> _What you are asked to do_
Go through the data below. List every line that holds the word "Flatlands".

Dataset entries:
BEGIN

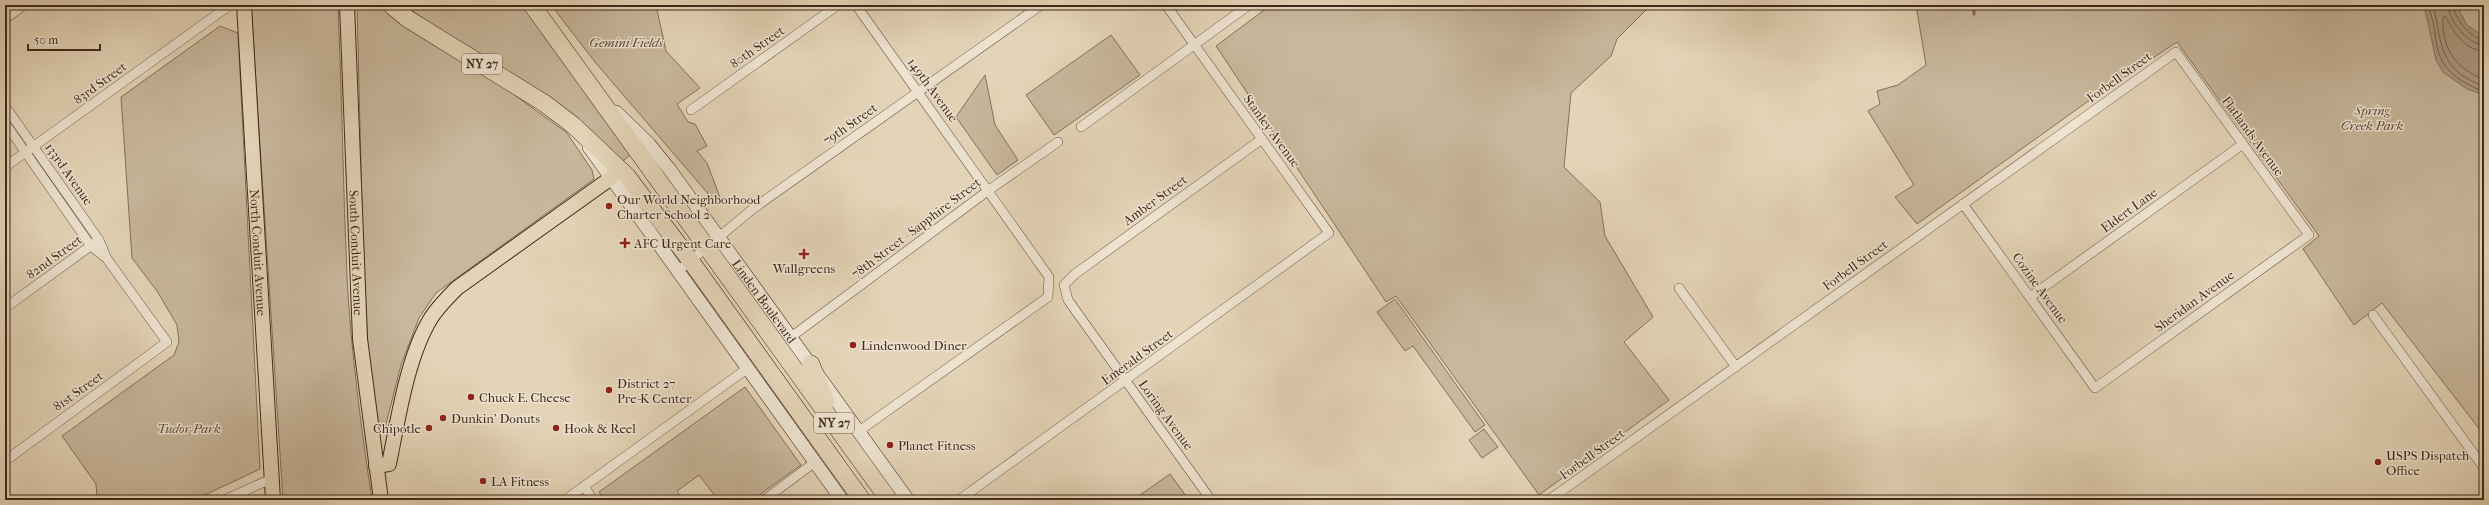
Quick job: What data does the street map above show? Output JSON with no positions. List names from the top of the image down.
{
  "streets": {
    "highway": ["NY 27", "Linden Boulevard"],
    "main road": ["North Conduit Avenue", "South Conduit Avenue"],
    "street": [
      "80th Street",
      "Forbell Street",
      "83rd Street",
      "149th Avenue",
      "79th Street",
      "Stanley Avenue",
      "Flatlands Avenue",
      "133rd Avenue",
      "Amber Street",
      "Eldert Lane",
      "78th Street - Sapphire Street",
      "82nd Street",
      "Cozine Avenue",
      "Sheridan Avenue",
      "Emerald Street",
      "81st Street",
      "Loring Avenue"
    ]
  },
  "crossings": [
    ["NY 27", "79th Street"],
    ["Forbell Street", "Flatlands Avenue"],
    ["Forbell Street", "Cozine Avenue"],
    ["83rd Street", "133rd Avenue"],
    ["149th Avenue", "79th Street"],
    ["149th Avenue", "78th Street - Sapphire Street"],
    ["79th Street", "Linden Boulevard"],
    ["Stanley Avenue", "Amber Street"],
    ["Stanley Avenue", "Emerald Street"],
    ["Flatlands Avenue", "Eldert Lane"],
    ["Flatlands Avenue", "Sheridan Avenue"],
    ["133rd Avenue", "82nd Street"],
    ["133rd Avenue", "81st Street"],
    ["Amber Street", "Loring Avenue"],
    ["Eldert Lane", "Cozine Avenue"],
    ["78th Street - Sapphire Street", "Linden Boulevard"],
    ["Cozine Avenue", "Sheridan Avenue"],
    ["Emerald Street", "Loring Avenue"]
  ],
  "parks": ["Gemini Fields", "Spring Creek Park", "Tudor Park"],
  "places": {
    "other": [
      "Our World Neighborhood Charter School 2",
      "Lindenwood Diner",
      "District 27 Pre-K Center",
      "Chuck E. Cheese",
      "Dunkin' Donuts",
      "Chipotle",
      "Hook & Reel",
      "Planet Fitness",
      "USPS Dispatch Office",
      "LA Fitness"
    ],
    "health": ["AFC Urgent Care", "Wallgreens"]
  },
  "scale_bar": "50 m"
}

END

> _Finished task_
      "Flatlands Avenue",
    ["Forbell Street", "Flatlands Avenue"],
    ["Flatlands Avenue", "Eldert Lane"],
    ["Flatlands Avenue", "Sheridan Avenue"],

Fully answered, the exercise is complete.